Tester.test(gpt_4o_frontier, test)

#### **Claude 3.5 Sonnet Price Estimation**  
We now test **Anthropic’s Claude 3.5 Sonnet**:

In [None]:
def claude_3_point_5_sonnet(item):
    messages = messages_for(item)
    system_message = messages[0]['content']
    messages = messages[1:]
    response = claude.messages.create(
        model="claude-3-5-sonnet-20240620",
        max_tokens=5,
        system=system_message,
        messages=messages
    )
    reply = response.content[0].text
    return get_price(reply)

In [None]:
# Testing Claude 3.5 Sonnet

Tester.test(claude_3_point_5_sonnet, test)



### **Conclusion & Key Takeaways**  

#### **Summary**  
- We tested different **frontier LLMs** on the task of price estimation.  
- **GPT-4o-mini, GPT-4o (August), and Claude 3.5 Sonnet** were used for comparison.  
- We leveraged a **test harness (Tester class)** to measure performance.

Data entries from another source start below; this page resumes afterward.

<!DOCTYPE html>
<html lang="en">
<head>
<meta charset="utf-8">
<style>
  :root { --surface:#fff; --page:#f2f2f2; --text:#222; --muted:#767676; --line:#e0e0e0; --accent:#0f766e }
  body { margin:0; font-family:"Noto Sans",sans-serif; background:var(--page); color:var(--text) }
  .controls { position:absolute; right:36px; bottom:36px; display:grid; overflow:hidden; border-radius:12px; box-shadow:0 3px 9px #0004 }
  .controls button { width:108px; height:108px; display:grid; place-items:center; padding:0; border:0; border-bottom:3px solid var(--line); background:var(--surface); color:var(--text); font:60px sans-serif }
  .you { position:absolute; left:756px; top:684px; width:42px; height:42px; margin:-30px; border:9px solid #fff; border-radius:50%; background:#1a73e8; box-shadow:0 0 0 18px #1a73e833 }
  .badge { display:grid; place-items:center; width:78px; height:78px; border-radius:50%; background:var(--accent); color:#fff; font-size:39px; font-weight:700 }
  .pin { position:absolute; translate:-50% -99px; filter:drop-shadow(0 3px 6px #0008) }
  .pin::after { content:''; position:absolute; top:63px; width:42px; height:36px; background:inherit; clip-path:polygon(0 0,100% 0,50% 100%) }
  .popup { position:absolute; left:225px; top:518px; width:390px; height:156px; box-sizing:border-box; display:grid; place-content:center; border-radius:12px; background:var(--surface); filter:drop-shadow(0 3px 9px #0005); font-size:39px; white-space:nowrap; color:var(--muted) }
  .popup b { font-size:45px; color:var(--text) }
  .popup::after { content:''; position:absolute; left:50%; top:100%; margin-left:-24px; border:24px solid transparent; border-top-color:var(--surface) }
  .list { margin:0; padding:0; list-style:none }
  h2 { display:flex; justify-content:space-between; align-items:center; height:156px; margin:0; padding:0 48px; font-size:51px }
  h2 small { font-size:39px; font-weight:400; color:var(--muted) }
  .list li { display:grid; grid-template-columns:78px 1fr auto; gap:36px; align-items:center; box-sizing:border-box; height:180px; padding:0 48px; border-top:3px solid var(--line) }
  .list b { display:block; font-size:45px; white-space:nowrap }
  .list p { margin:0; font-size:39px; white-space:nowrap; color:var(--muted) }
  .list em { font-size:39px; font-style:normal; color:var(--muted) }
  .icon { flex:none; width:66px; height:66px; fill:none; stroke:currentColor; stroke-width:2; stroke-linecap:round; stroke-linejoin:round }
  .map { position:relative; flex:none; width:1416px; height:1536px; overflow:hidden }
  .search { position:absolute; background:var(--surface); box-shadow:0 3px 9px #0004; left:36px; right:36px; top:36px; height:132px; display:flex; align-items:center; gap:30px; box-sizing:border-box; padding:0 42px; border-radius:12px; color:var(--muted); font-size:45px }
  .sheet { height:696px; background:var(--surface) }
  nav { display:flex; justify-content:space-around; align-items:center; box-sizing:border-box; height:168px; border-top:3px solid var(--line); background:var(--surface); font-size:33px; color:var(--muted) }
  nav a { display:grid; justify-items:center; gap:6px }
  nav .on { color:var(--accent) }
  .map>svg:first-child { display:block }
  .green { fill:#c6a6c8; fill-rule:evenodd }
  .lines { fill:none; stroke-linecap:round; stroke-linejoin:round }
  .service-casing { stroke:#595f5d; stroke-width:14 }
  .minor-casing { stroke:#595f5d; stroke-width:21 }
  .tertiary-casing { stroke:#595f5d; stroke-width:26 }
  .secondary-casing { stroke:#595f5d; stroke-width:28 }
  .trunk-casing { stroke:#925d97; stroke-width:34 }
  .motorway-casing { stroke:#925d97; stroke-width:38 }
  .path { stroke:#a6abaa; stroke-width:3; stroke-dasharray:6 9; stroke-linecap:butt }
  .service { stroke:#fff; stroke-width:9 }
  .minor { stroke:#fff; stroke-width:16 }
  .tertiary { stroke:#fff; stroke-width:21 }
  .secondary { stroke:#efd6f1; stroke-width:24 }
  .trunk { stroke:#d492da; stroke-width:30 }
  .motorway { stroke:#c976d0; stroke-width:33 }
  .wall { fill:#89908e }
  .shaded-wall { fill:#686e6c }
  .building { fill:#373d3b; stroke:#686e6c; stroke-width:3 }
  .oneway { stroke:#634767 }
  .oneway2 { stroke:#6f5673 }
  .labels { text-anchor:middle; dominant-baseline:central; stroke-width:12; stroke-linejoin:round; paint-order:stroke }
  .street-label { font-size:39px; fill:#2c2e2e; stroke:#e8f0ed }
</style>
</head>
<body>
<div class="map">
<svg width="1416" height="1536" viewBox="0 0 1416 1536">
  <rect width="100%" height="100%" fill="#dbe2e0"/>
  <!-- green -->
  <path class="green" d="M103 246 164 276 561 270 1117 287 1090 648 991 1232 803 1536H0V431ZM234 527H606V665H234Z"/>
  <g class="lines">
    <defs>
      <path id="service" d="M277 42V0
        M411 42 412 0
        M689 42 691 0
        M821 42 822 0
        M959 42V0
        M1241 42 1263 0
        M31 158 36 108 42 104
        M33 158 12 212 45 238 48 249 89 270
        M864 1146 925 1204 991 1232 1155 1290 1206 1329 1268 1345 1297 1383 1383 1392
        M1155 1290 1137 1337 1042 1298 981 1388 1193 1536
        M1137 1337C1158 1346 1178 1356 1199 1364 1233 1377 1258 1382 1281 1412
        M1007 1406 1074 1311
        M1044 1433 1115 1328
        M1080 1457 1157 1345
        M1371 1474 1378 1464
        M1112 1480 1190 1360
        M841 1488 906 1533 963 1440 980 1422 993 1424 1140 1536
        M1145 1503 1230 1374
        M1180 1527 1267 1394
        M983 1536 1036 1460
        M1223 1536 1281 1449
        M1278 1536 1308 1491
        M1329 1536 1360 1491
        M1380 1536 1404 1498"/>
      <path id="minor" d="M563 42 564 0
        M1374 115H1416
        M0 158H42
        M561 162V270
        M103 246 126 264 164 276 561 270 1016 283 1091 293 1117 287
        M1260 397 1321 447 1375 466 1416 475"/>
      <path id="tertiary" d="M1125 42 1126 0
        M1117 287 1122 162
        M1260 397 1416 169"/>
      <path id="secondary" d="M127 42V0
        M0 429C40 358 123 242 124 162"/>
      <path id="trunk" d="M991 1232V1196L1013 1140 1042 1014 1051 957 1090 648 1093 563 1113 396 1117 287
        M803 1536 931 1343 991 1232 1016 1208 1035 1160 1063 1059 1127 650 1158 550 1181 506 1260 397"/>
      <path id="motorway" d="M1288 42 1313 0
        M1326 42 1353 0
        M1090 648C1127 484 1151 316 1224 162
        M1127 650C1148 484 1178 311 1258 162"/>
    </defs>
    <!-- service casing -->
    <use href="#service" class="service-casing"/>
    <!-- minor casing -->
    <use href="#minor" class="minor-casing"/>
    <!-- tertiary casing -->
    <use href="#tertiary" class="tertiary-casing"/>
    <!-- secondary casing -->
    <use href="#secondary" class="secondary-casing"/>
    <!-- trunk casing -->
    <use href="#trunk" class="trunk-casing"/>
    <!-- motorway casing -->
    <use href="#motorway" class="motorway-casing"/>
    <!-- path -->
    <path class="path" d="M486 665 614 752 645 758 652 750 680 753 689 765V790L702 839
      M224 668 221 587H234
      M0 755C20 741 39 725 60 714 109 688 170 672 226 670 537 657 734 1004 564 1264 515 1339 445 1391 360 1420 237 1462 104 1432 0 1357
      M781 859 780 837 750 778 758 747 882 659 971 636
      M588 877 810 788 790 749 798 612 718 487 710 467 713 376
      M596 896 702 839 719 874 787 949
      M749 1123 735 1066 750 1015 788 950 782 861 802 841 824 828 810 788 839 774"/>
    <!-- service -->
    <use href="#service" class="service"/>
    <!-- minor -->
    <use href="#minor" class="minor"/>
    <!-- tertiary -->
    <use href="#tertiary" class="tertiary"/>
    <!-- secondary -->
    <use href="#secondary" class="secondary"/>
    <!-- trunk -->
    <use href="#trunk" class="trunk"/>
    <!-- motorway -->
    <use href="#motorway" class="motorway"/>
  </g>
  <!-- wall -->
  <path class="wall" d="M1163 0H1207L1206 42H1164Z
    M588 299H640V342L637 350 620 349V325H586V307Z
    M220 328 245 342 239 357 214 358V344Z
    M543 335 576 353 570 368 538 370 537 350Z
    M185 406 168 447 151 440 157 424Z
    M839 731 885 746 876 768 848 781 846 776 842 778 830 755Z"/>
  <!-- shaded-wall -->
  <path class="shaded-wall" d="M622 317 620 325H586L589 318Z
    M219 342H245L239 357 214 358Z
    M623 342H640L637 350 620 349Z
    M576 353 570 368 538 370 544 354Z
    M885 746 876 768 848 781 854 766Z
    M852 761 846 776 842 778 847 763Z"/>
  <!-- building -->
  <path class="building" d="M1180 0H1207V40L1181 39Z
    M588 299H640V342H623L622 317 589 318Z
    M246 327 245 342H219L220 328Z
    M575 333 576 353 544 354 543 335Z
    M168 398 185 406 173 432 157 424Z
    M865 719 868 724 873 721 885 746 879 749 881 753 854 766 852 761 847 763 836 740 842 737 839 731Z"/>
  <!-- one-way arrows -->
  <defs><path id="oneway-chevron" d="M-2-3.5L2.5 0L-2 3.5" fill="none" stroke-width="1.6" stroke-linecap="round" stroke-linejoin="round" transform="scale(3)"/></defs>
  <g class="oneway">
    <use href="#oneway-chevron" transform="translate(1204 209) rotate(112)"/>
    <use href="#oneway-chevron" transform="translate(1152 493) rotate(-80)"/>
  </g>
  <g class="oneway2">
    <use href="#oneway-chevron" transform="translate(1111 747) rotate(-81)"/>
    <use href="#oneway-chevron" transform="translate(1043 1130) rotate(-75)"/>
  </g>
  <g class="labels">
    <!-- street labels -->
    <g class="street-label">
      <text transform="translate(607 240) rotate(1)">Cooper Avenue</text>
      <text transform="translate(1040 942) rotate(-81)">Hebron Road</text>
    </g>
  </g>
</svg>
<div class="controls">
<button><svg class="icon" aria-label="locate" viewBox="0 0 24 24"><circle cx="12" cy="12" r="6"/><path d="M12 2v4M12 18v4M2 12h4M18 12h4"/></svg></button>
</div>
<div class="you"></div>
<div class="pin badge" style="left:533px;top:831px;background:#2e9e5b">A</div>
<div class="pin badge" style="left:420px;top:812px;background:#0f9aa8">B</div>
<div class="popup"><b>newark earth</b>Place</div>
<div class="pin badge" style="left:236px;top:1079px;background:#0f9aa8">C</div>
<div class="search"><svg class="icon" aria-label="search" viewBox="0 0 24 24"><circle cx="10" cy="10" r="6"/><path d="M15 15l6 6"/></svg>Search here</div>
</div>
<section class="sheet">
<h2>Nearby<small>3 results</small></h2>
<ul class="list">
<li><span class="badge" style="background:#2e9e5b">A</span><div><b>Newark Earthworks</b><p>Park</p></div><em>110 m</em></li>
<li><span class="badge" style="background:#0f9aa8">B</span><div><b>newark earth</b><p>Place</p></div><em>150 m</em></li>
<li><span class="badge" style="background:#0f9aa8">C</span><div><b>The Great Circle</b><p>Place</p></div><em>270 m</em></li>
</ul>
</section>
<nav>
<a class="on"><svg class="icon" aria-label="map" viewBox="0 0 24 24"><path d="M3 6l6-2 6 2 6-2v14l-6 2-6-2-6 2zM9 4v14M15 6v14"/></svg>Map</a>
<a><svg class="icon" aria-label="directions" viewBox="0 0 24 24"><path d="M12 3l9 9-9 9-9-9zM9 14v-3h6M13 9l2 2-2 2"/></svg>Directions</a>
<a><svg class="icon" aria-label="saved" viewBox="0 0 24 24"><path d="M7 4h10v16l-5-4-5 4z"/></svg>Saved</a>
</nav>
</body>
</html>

#### **Considerations & Limitations**  
- **LLMs might have prior knowledge** of the test data due to pre-training, introducing potential bias.  
- **Fine-tuning** could further improve performance if allowed.  
- **Evaluating results across different LLMs** helps determine robustness.

#### **Next Steps**  
- Explore **fine-tuning techniques** for custom LLM adaptation.  
- Investigate **smaller, open-source models** to reduce dependency on API-based LLMs.  
- Perform **more rigorous error analysis** to refine model selection.